The quiet cul-de-sac, the feeling that you’re removed from the busyness of the city but are just minutes away, and the steep hills built for long walks were too much to give up.
“Maybe it’s because we’re from the Northwest, but we’re big walkers. We’ll walk down the hill, even to run errands, and head back up,” says Kate. “It’s a good cardio neighborhood.”
Younis describes the house as feeling like a little pocket of Palm Springs in L.A. There are bold strokes of color throughout (like a fuchsia accent wall in the living room) vintage accessories, and a handful of Moroccan elements. Younis, her design partner at Union of Art, Katie Fern, and Kate leaned into that idea when they imagined the upstairs addition, which has an airier and more feminine point of view.
“The pinks and yellows, pale blue, the palette feels really fresh,” says Kate. “I had a couple of ideas and images that I pulled for Tamarra, and she just sketched it out and ran with it.”
A wall of caned-front built-in closets and storage in the guest room was brainstormed after a stay in New York’s Greenwich Hotel. The woodwork above the stairwell and in Kate’s office was inspired by the mid-century homes in Palm Springs. From the ’70s-influenced bathroom vanity to the built-in desks for homework, it’s an entirely bespoke addition. By adding roughly 800 square feet, they have a new space for Noah when he comes home from college, a comfortable entertaining space, and a gorgeous home office, from which Kate co-runs Grandstand Media, the music public relations and management company she founded with her three partners.
Though many of the furniture pieces, like the sofa and the yellow chair in the office, were designed by Younis and custom-made, this home isn’t precious in any way. Most of the upholstery fabric is industrial grade and stain-resistant, and there are plenty of reasonably priced accents in the mix.
“I give total credit to Kate and Nate, and the confidence they have to mix a splurge piece with something more affordable,” says Younis. “There are expensive custom pieces, but there are also things from Anthropologie and HomeGoods. Kate is confident in her taste and doesn’t need everything to be high-end or very expensive. They don’t have anything to prove. They love beautiful things but don’t feel they need to show off.”

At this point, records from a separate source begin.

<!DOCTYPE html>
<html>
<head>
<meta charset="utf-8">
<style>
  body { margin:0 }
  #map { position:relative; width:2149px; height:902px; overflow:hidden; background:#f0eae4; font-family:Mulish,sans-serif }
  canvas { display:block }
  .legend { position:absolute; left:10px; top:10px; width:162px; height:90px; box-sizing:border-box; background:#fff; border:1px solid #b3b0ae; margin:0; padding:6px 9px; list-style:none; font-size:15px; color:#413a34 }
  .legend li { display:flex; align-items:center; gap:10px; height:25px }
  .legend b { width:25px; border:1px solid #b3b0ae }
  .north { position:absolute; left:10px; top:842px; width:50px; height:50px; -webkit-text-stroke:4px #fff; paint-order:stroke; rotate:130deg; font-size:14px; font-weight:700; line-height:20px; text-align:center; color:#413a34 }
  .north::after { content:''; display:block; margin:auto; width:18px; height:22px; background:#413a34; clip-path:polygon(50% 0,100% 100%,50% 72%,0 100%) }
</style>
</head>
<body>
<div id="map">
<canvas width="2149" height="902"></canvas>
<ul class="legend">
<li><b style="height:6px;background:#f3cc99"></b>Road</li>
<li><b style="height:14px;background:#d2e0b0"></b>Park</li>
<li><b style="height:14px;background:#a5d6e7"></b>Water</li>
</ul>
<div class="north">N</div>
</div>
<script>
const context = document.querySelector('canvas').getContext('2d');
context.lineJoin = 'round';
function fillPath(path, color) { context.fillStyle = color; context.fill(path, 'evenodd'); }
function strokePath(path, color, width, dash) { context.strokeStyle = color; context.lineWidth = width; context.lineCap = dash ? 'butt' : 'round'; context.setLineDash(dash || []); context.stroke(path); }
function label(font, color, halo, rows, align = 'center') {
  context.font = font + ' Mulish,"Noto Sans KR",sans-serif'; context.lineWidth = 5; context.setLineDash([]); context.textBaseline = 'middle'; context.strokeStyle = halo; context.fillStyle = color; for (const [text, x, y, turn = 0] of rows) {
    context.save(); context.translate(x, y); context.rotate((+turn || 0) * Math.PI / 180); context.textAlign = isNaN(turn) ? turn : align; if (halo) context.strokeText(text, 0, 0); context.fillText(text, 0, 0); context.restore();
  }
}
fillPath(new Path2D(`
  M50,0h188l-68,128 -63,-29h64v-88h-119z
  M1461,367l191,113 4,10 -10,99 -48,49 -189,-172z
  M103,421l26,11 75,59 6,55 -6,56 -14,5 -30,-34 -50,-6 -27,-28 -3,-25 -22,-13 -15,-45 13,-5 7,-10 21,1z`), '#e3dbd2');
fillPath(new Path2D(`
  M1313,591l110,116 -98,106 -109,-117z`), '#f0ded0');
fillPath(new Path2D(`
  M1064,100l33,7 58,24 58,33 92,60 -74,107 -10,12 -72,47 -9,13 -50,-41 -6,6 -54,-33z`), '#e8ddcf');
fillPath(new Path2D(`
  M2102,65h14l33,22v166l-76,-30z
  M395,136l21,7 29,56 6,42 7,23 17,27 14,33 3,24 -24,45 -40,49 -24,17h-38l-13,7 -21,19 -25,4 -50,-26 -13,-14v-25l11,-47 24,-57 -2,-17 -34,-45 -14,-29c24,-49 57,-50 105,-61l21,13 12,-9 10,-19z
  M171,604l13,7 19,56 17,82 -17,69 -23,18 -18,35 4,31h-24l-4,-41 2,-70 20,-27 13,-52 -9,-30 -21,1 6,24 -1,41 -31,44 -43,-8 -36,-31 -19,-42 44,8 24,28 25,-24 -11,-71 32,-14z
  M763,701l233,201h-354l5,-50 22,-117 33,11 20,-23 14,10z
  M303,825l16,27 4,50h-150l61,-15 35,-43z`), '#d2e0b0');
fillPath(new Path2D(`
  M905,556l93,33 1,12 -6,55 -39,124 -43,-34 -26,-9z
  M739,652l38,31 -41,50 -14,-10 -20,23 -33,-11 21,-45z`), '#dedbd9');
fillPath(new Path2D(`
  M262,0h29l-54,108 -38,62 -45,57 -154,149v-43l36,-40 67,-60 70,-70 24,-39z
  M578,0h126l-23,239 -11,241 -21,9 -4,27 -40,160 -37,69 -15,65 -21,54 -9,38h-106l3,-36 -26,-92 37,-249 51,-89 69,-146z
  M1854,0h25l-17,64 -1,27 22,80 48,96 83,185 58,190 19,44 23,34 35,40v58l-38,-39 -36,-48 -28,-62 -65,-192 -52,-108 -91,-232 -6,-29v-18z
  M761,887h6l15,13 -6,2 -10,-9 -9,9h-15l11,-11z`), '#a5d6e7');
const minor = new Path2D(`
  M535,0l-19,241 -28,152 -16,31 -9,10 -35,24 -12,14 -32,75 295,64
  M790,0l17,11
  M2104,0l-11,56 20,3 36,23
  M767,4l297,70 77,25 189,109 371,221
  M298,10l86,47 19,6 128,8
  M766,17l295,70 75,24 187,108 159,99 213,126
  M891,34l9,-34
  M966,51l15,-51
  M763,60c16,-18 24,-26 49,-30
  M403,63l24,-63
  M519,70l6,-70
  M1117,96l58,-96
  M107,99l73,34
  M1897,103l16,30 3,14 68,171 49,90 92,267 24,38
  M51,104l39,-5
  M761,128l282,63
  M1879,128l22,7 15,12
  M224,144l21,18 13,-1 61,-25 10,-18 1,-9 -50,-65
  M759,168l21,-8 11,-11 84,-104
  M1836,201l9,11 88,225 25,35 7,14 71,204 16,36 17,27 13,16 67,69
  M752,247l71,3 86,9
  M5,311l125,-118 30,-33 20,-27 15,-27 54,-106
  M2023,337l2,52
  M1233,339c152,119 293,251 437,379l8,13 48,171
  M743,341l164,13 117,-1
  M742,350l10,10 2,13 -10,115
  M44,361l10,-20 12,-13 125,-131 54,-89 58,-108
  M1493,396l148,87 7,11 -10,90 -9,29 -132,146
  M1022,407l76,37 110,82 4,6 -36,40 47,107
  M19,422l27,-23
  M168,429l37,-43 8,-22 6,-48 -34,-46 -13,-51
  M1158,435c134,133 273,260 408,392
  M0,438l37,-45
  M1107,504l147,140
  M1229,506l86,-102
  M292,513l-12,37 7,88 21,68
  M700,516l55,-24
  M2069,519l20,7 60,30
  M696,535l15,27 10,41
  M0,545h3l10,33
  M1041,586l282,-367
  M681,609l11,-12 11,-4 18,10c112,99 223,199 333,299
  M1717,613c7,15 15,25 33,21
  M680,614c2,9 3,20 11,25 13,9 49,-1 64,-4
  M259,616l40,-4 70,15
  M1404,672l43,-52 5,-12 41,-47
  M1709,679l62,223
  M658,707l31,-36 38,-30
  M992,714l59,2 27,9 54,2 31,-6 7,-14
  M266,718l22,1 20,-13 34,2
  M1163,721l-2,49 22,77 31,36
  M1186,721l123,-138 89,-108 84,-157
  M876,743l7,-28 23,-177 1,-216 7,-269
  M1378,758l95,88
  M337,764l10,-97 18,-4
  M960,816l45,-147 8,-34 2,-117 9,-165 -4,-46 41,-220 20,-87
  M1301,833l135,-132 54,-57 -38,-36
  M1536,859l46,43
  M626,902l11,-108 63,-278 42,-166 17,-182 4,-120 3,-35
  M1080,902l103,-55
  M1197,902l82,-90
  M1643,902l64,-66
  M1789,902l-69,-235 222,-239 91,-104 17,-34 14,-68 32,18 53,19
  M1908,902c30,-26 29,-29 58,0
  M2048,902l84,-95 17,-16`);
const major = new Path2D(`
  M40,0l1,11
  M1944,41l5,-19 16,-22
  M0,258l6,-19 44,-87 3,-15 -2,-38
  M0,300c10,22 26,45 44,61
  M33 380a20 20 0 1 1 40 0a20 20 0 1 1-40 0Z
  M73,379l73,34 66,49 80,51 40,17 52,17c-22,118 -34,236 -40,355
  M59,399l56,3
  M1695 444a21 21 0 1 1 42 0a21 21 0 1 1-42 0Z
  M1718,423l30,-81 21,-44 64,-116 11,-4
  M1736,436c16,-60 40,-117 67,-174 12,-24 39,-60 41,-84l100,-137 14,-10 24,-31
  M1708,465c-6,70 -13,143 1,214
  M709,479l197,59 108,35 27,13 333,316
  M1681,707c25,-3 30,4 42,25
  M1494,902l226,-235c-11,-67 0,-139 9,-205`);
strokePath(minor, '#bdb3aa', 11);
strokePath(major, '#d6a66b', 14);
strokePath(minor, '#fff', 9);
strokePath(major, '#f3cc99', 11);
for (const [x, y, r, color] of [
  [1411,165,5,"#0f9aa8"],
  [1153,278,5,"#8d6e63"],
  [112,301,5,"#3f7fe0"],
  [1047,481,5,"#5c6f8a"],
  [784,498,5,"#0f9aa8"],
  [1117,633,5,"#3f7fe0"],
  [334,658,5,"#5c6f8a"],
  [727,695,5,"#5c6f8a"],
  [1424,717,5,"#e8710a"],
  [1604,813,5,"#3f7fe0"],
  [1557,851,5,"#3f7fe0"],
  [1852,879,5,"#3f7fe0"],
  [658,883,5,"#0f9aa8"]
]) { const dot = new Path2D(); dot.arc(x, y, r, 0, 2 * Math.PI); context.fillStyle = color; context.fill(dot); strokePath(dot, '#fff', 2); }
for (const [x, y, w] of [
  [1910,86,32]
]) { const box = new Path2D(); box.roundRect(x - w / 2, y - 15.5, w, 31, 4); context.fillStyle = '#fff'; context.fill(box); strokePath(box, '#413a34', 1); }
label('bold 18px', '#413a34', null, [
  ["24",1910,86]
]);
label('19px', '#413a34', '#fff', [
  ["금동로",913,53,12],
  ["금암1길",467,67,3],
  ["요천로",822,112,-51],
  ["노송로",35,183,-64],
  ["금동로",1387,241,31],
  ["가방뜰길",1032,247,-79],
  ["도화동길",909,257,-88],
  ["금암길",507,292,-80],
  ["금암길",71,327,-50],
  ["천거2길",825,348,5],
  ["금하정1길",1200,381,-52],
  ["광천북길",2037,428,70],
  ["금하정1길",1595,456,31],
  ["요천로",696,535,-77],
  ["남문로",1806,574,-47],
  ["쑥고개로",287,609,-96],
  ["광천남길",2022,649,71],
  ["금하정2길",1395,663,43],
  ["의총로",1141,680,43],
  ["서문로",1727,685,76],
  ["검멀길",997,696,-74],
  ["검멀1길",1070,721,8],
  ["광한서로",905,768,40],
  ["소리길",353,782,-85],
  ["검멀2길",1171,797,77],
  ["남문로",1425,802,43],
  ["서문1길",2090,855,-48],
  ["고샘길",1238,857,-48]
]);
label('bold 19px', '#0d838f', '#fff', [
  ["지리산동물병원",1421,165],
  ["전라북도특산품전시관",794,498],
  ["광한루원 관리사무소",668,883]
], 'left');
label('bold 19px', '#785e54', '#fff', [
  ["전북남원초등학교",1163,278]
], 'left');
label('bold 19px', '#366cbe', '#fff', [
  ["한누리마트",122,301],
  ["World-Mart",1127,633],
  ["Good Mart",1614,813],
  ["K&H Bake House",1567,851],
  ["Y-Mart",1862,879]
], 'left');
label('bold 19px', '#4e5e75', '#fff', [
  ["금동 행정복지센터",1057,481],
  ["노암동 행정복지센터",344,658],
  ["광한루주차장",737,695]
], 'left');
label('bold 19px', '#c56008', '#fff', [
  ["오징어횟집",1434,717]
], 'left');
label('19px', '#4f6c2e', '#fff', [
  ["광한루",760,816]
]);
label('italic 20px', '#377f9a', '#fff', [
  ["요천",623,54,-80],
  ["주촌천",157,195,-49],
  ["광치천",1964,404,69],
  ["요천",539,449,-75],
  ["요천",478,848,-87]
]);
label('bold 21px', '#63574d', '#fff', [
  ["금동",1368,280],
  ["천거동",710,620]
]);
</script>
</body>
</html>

All of the showing off in the family is handled by Cormac, who is a natural in front of the camera, and his adorable sisters, who all insisted on getting in the pool—despite the chill—and were rewarded with organic chicken nuggets for their patience during the shoot.
Younis, known around the house as Auntie T, was ready with towels when they climbed out of the water, and she and Kate have a delightfully relaxed (some might say normal) attitude about the three kids tearing through the house.
“We made the house beautiful and durable, so it can stand up to the traffic and the wear and tear of having young kids,” Younis says. “We wanted it to feel inviting, purposeful, and comfortable. It’s about family.”